Forty (5%) of the 773 GEP-NET cases were located in the esophagus, with the vast majority of the cases (92.1%) being G3 (NECs) (age range = 47 to 85 years; mean = 63.4 years). Esophageal NETs were more prevalent in men (71%). Dysphagia was the most frequently reported symptom.

One hundred ninety cases (24.5%) were located in the stomach. Most of the cases (84.7%) were well-differentiated NETs (G1 = 76.3%; G2 = 8.4%; age range = 24 to 87 years; mean = 54 years). Women represented 61.9% of these cases. ''Polyp'' was the major endoscopic finding. The tumor sizes ranged from 0.3 to 8.5 cm (average= 1.8 cm).

In the pancreas, a total of 126 (16.4%) NECs accounted for 8% of the pancreatic NETs, compared to 92% well-differentiated NETs (64.5% were G1, and 27.5% were G2) (age range = 22 to 82 years; mean age = 52.1 years), and 59% occurred in females. Hypoglycemia and diarrhea were the most frequent related symptoms. There was only one reported case of increased serum gastrin levels, which was confirmed by immunohistochemistry. The tumor sizes ranged from 0.3 to 8.0 cm (average= 2.6 cm).

Intestinal NETs

In the small intestine (161 cases or 20.8%), G1 was the most frequent tumor type (84.4%), followed by G2 (8.1%) and G3 (7.5%). The mean age at diagnosis was 57.9 years (age range = 25 to 88 years). Women were affected slightly more frequently (57.7%). The mean tumor size was 2.4 cm (size range = 0.4 to 7.0 cm).

In the colon (43 cases or 5.5%), the NET grades were divided as follows: G1, 51.1%; G2, 16.3%; and G3, 32.6%. The mean age was 55.7 years (age range = 31-81 years). Females accounted for 67.5% and males for 32.5% of the cases. Most of the colon tumors were polyps. The rectal NETs (161 or 20.5%) included 77.3% G1, 6.3% G2, and 16.4% G3; the patients' mean age was 50 years, with a range of 27 to 88 years. Rectal NETs were slightly more prevalent in women (59.1%). Hematochezia was the most frequent complaint. The tumor sizes ranged from 0.4 to 5.0 cm (average = 1.4 cm). Appendix NETs (56 cases or 7.3%) occurred at a significantly younger age than did the NETS at other sites, with a mean age at presentation of 27.6 years (range = 8 to 71 years). They were all G1 tumors and presented more frequently in women (59%). Abdominal pain was the most common complaint.

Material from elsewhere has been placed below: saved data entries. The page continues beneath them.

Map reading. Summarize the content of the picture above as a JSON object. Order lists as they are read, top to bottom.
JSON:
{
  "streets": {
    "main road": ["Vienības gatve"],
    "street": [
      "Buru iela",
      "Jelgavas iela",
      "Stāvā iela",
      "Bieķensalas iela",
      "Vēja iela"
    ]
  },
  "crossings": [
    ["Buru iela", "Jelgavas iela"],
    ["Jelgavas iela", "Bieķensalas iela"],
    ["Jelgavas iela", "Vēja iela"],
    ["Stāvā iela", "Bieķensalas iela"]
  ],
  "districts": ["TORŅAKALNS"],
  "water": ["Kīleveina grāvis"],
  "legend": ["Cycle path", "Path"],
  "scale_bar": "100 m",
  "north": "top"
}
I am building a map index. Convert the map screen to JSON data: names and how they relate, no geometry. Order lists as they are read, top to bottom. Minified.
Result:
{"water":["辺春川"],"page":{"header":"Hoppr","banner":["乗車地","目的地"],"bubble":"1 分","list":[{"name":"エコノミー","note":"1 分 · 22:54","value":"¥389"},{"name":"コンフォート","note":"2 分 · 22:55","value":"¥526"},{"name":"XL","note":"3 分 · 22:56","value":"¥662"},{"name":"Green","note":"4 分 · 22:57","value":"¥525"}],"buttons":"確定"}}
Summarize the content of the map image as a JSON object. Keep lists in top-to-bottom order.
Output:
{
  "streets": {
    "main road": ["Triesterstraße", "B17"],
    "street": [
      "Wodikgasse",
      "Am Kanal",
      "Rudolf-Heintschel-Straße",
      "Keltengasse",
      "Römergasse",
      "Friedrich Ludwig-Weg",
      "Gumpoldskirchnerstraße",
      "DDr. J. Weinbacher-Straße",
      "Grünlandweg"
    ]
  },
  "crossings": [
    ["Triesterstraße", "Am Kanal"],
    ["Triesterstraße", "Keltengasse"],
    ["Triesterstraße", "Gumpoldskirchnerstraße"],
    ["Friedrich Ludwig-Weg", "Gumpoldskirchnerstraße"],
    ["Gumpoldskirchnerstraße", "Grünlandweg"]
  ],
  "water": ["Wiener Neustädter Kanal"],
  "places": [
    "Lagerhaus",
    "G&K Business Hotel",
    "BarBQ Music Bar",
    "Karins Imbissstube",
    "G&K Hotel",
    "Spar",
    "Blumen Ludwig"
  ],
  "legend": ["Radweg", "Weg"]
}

In the 773 study cases, the average age was 52.8 years, and 57.7% of the patients were female. The stomach was the most commonly involved anatomic site (190 cases or 24.5%), followed by the small intestine (161 cases or 20.8%) and the rectum (159 cases or 20.5%). The esophagus was the least commonly affected organ (38 cases or 5%).

DISCUSSION

NETs, which are defined as epithelial neoplasms with predominant neuroendocrine differentiation, arise in most organs. Most NETs develop in the gastrointestinal tract and bronchopulmonary tree.1,26

Although NETs have been considered a fairly rare disease, the SEER database suggests that their prevalence has increased dramatically over the last three decades. In fact, it is believed that the incidence of these tumors is increasing globally. It is likely that this increase is due to an increase in the actual number of cases and/or increased clinical and pathological experience with diagnosing this disease.26 In this series, we found that the proportion of NET cases in the total number of surgical pathology cases at our institution over the past 12 years is increasing (Table 2).

Overall, the gastrointestinal tract represents the site of greatest NET incidence (64.3%), followed by the broncho-pulmonary system (27.9%).27 Approximately 0.46% of all malignancies are NETs of bronchopulmonary or gastrointestinal origin. GEP-NETs are substantially less common than their counterpart, adenocarcinomas; the incidence is approximately two to five cases per 100,000.2 Unfortunately, information regarding the incidence or prevalence of GEP-NETs in Brazil is virtually nonexistent.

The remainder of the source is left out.